# Eagle Eyes CCTV, can't view cameras as 'ip not accessible'



## chredge (Jan 5, 2005)

Hi there,

Hope someone can help me out here...

I have the Eagle Eyes CCTV systems set-up on my house which I can monitor on my phone from anywhere. A long time ago the system stopped working on my Android phone and I was unable to view the CCTV from the app as I was getting an 'ip not accessible' message. I just couldn't get the view to work on my phone so I left it because the setup at home was still working and we could replay any suspicious activity there and then.

I've recently come to realise that I really need to be able to view activity around the house while I am not there. Thing is, the app on my sons iPhone was still working so I copied all the settings info onto the app on my Android phone and it worked!

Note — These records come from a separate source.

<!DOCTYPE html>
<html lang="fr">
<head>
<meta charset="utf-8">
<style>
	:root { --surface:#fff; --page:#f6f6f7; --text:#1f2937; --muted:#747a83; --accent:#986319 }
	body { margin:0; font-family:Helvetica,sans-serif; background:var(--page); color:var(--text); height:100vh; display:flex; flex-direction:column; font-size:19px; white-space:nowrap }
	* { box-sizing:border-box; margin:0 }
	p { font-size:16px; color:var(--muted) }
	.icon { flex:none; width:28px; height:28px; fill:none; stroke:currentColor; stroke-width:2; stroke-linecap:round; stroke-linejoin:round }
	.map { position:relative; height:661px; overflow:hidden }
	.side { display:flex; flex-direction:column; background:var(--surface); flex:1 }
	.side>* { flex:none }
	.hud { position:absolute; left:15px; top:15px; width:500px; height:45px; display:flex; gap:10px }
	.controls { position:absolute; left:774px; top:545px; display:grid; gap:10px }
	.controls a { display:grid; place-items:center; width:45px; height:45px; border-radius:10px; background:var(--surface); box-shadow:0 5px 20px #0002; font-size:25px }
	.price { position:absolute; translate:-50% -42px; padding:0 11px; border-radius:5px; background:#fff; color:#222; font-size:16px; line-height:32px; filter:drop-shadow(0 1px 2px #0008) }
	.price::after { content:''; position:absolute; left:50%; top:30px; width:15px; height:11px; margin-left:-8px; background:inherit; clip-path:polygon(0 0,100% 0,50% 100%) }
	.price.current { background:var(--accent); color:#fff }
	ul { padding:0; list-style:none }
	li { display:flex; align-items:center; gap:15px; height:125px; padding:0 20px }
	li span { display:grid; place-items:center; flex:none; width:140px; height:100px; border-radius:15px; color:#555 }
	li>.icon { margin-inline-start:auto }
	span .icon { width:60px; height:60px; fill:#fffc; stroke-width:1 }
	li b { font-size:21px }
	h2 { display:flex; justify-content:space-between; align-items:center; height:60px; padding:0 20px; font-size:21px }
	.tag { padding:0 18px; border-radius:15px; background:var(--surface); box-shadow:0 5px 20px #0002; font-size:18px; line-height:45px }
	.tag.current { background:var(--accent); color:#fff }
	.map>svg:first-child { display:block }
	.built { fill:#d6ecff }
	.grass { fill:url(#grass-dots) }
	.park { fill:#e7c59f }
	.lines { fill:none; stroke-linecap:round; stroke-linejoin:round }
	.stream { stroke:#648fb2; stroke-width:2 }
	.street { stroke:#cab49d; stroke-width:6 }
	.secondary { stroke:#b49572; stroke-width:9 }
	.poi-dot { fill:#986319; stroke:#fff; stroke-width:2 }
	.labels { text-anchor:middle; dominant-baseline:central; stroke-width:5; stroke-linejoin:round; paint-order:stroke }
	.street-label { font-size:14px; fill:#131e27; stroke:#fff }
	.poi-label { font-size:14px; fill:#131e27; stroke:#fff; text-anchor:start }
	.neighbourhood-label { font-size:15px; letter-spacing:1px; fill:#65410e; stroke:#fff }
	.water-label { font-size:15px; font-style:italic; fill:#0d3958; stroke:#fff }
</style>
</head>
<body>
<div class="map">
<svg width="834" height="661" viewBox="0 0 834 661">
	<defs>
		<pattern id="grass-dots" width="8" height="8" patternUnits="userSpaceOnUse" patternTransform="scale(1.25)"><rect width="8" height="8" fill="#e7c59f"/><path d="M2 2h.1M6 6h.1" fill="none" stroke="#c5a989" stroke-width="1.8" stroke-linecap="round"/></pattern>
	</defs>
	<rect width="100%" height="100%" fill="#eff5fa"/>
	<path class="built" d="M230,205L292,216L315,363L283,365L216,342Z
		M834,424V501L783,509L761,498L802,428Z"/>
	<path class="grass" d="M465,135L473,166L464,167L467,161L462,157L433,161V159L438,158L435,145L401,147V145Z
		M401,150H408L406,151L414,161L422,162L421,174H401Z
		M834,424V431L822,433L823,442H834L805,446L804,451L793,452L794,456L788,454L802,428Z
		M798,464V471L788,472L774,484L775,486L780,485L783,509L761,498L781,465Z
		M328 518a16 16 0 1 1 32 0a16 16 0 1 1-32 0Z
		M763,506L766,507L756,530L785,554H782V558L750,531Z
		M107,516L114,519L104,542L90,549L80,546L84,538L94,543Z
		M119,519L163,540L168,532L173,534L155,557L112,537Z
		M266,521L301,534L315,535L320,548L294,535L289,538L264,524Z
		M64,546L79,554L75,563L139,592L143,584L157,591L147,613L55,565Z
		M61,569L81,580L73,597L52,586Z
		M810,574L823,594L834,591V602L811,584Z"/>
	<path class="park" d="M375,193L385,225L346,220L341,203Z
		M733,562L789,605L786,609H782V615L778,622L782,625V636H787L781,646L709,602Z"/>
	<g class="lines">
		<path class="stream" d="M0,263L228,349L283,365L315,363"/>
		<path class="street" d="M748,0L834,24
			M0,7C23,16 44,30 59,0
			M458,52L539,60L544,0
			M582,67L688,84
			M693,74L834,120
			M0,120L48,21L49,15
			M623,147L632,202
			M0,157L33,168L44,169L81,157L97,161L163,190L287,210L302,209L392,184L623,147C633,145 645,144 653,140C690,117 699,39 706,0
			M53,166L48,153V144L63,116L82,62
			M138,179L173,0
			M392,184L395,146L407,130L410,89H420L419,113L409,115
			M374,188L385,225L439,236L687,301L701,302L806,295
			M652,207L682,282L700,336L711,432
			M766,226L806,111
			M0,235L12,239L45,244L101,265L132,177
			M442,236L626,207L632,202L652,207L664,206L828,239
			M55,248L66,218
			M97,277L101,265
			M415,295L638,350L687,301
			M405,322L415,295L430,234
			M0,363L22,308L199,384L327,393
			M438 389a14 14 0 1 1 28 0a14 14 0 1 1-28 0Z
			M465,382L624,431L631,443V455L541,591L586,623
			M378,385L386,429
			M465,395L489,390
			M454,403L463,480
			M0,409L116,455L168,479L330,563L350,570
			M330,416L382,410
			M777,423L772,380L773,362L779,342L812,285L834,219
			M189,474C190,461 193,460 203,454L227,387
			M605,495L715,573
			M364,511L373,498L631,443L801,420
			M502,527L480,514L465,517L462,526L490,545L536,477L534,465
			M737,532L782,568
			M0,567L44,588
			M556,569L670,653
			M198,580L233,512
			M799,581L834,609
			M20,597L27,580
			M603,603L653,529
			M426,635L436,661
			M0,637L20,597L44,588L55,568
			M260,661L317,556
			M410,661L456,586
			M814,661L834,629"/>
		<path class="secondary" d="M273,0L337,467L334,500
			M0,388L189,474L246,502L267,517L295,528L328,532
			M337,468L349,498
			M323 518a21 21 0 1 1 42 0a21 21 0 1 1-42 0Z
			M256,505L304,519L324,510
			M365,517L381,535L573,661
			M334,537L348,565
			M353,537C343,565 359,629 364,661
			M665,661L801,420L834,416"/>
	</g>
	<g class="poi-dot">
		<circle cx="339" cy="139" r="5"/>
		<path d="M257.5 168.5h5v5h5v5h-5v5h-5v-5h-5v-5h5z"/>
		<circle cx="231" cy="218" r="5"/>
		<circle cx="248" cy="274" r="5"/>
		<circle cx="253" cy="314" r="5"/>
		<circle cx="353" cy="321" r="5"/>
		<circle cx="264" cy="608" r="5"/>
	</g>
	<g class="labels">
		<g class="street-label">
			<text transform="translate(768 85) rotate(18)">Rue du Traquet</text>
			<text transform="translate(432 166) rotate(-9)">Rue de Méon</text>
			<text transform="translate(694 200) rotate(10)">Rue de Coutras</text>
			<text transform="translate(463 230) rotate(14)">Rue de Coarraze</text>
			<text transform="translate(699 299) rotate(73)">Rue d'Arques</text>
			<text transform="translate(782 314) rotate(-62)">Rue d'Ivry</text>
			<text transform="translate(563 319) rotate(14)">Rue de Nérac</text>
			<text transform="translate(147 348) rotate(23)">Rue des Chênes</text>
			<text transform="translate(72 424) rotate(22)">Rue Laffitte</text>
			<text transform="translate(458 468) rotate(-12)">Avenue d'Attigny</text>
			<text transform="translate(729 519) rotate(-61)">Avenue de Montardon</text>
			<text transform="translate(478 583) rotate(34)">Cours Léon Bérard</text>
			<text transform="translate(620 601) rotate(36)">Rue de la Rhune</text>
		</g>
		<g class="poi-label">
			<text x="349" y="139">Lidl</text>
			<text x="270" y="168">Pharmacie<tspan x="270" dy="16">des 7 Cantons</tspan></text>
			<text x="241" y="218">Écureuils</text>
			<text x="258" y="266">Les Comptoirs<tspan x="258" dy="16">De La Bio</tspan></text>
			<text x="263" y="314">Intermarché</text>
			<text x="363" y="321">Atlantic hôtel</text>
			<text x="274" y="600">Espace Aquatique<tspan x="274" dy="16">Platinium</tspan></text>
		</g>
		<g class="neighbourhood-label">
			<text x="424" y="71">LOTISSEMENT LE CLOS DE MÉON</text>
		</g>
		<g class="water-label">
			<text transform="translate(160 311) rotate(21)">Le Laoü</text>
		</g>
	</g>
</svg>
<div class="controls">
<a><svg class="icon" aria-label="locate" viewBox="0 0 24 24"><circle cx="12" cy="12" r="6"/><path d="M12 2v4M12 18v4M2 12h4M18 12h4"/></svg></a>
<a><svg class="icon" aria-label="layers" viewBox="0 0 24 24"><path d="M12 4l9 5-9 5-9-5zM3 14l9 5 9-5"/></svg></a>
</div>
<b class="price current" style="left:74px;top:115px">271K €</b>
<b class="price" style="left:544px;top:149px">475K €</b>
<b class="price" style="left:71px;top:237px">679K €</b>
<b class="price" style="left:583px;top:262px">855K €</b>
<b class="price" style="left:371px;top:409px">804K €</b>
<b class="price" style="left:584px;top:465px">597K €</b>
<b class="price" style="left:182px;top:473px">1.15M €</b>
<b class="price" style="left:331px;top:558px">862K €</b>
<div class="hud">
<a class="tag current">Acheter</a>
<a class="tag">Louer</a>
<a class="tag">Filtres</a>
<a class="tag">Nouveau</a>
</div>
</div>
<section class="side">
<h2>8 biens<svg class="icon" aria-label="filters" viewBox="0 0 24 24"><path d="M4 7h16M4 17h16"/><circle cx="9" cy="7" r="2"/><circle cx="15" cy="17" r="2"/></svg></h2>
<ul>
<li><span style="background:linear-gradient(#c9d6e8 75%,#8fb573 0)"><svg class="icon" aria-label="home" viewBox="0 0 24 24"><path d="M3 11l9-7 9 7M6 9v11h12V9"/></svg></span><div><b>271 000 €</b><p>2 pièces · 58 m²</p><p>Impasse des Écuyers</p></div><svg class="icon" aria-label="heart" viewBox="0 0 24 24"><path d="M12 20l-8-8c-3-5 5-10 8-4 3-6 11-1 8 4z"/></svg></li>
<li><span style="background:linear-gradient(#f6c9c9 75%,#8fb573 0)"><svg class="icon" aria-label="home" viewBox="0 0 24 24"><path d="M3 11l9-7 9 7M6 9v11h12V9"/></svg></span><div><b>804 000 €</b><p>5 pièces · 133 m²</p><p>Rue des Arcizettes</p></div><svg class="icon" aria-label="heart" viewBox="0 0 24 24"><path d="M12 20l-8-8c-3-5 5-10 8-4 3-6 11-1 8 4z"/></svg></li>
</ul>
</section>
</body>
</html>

Thing is, it's now stopped working again and I am getting the 'ip not accessible' message so I cannot see any camera view on the phone app once again. 
I'm really confused here. I have not changed any settings on the app on my phone and I can't see why the IP wouldn't be accessible anymore? The system itself is getting old and it's proving to be problematic trying to try and discover a solution online. Some of the older Eagle Eyes forum threads do mention this problem and advise on 'port forwarding' as a possible solution, does this sound right?

Any advice here (or pointers in the right direction) would be much appreciated.

Many thanks for your time.

GingerOverlord


----------



## Oddba11 (May 13, 2011)

Port forwarding would be a configuration change in your home router. I don't know your home network setup, but if it was working, that would imply that port forwarding is already configured or that it isn't necessary. Having said that, if port forwarding is already enabled and the IP of the CCTV system changes, that will break the forwarding or if your external IP (ie: IP provided by your ISP) changes, then your configuration in your phone is likely trying to connect to the wrong IP.


----------



## chredge (Jan 5, 2005)

Hi Oddba11,

Cheers for your response.

My port isn't forwarded, I've had no reason to do this. It can only be something to do with the IP or the devices I am trying to connect to the cameras with. Hmmm...

Cheers,

GingerOverlord


----------